Wall Street's worst-ever start to a year isn't getting any better.
On Wednesday, benchmark indexes plunged, echoing a global rout that came as oil continued to cave, dropping to a 12-year low.
"Negativity is driving the markets in 2016," said Nick Raich, CEO at the Earnings Scout. "Some of the selloff has been justified, stock prices are resetting to reflect lower growth expectations."
After a 565-point drop, the Dow Jones Industrial Average (DJIA) at 3:45 p.m. ET was off 182 points, or 1.1 percent, at 15,834. The S&P 500 (SPX) declined 14 points, or 0.7 percent, to 1,868. Erasing losses, the Nasdaq Composite (COMP) rose 11 points, or 0.2 percent, to 4,486.
Energy weighed the most among the S&P 500's 10 major sectors, all but one of which were in the red.
"Data justify a correction, not necessarily a bear market," said Raich of economic reports, which on Wednesday had the cost of living in the U.S. falling in the final month of 2015.
A separate report illustrated an unexpected December decline in new-home construction.
IBM (IBM) shares lost ground, falling 5.6 percent to $121.00 a share, after the technology giant's 2016 earnings outlook came in below projections.
On the New York Mercantile Exchange, crude futures dropped 6.7 percent to $26.55 a barrel.
Investors fled to perceived safe-havens including gold and U.S. Treasury bonds, with with gold futures up 1.3 percent at $1,103.50 an ounce and the 10-year Treasury yield sliding under 2 percent.

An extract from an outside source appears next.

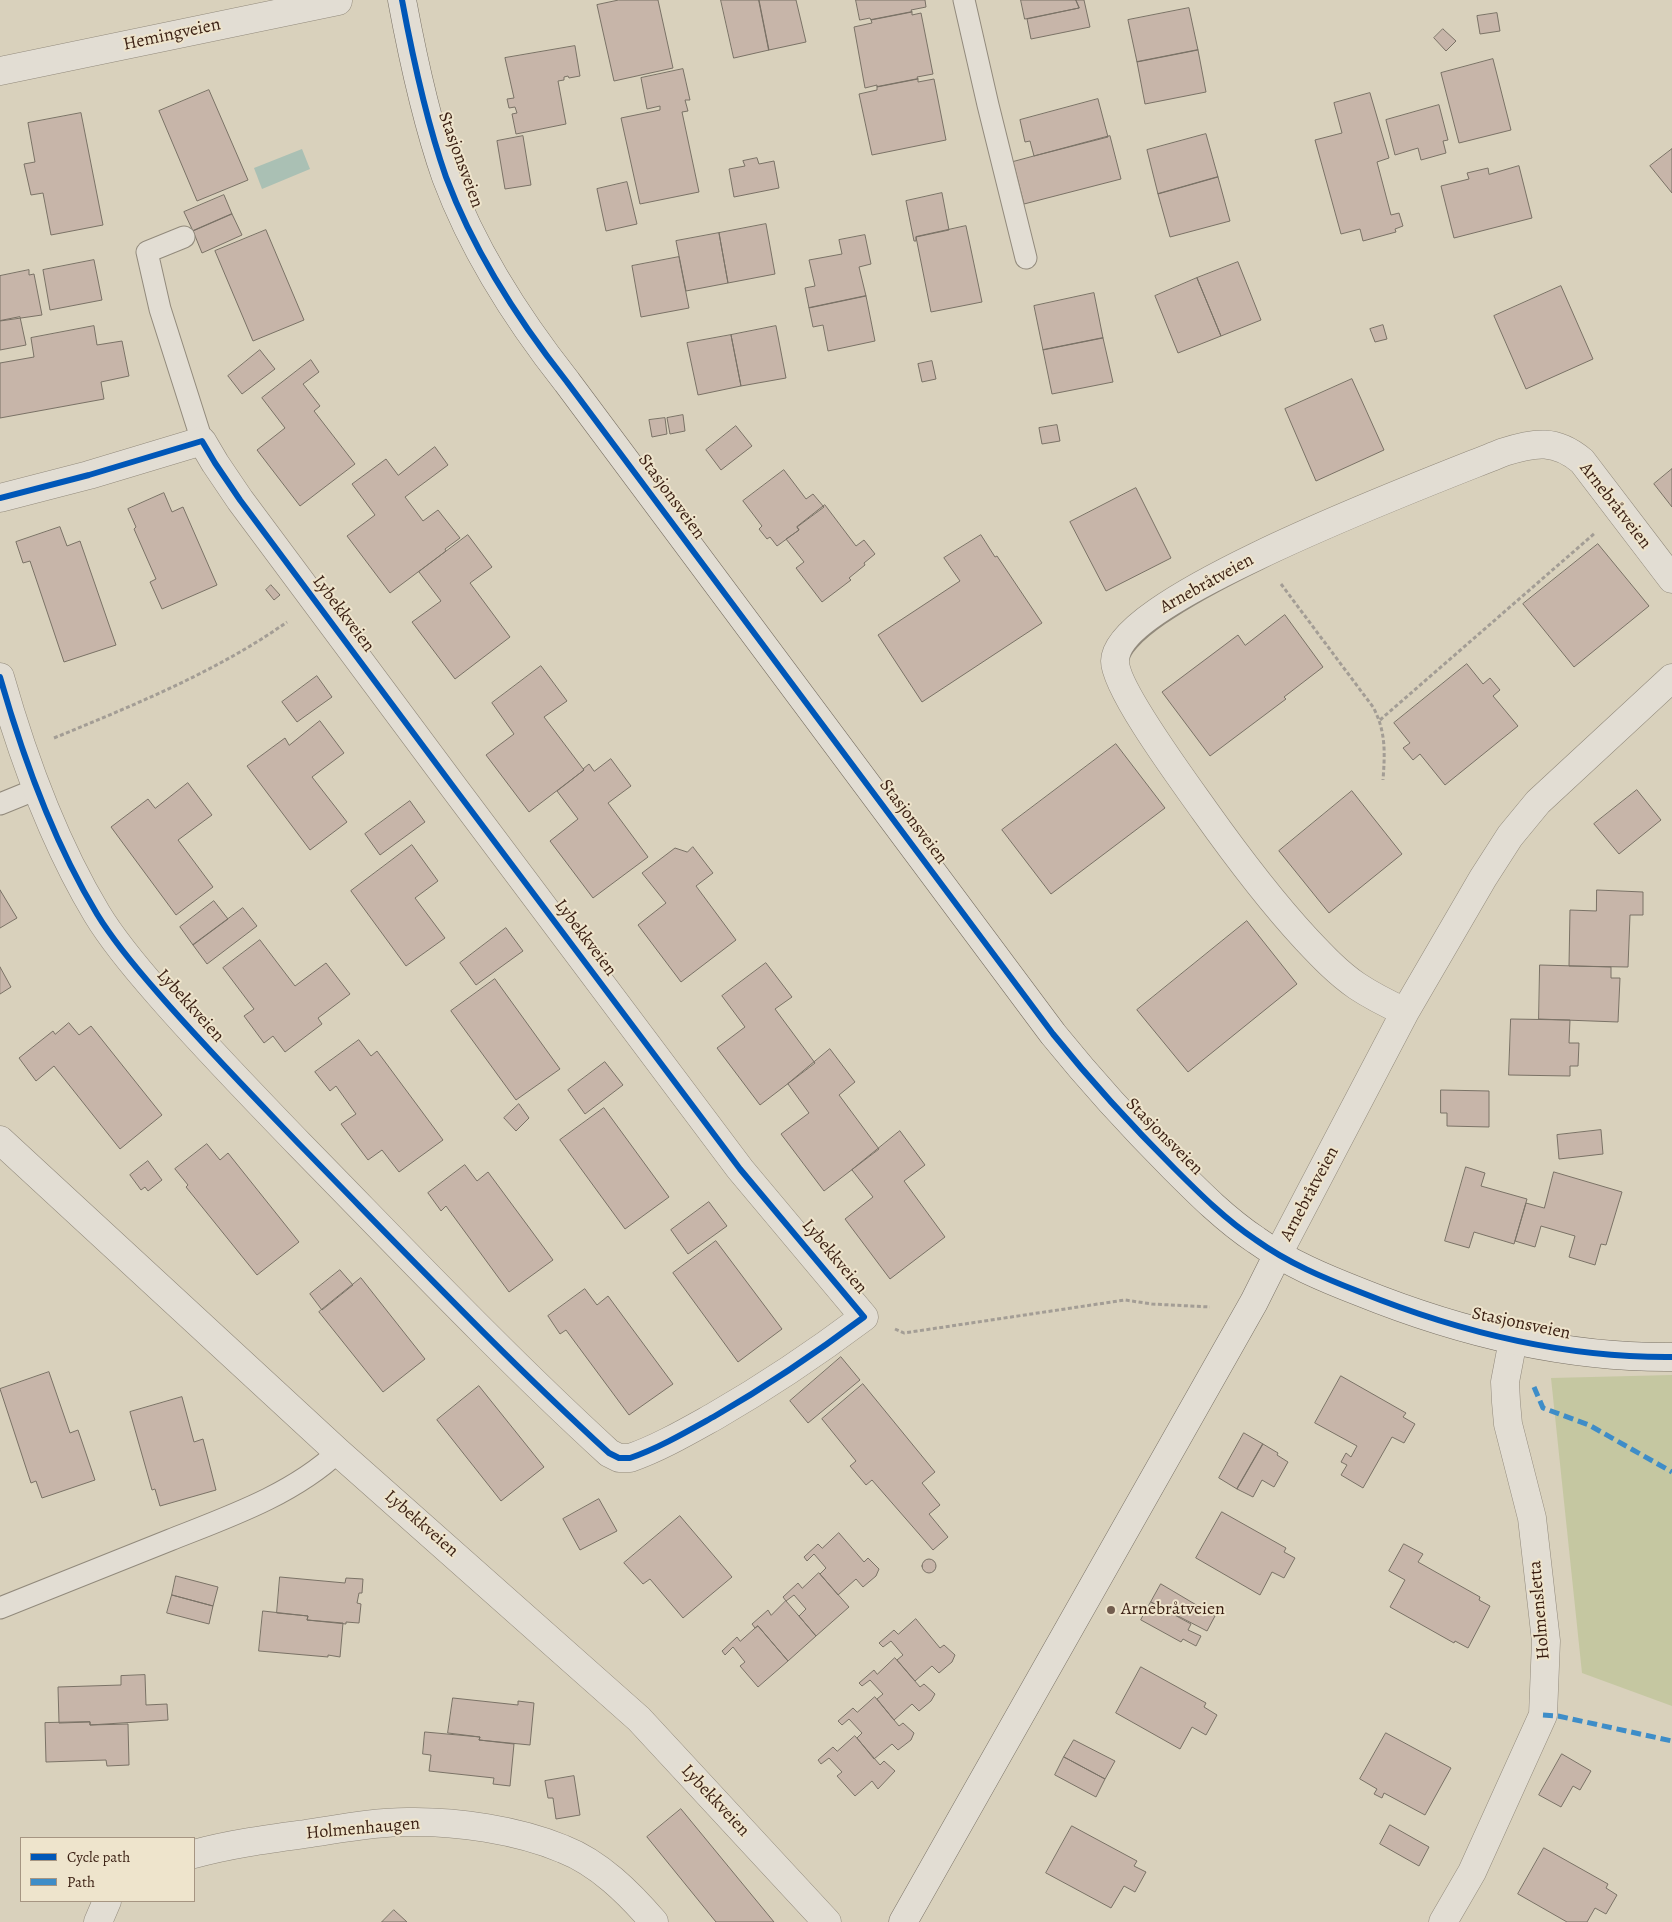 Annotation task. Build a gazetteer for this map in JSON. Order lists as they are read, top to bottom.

Capital Economics in a note called the selloff overdone, saying the outlook for the U.S. economy is "reasonably bright." The research firm expects global growth of 3 percent this year, up from 2.5 percent in 2015. "Employment growth is likely to remain strong, causing the unemployment rate to fall below 5 percent," Capital Economics predicted. "This in turn should support consumption growth and prompt wage inflation to pick up later this year."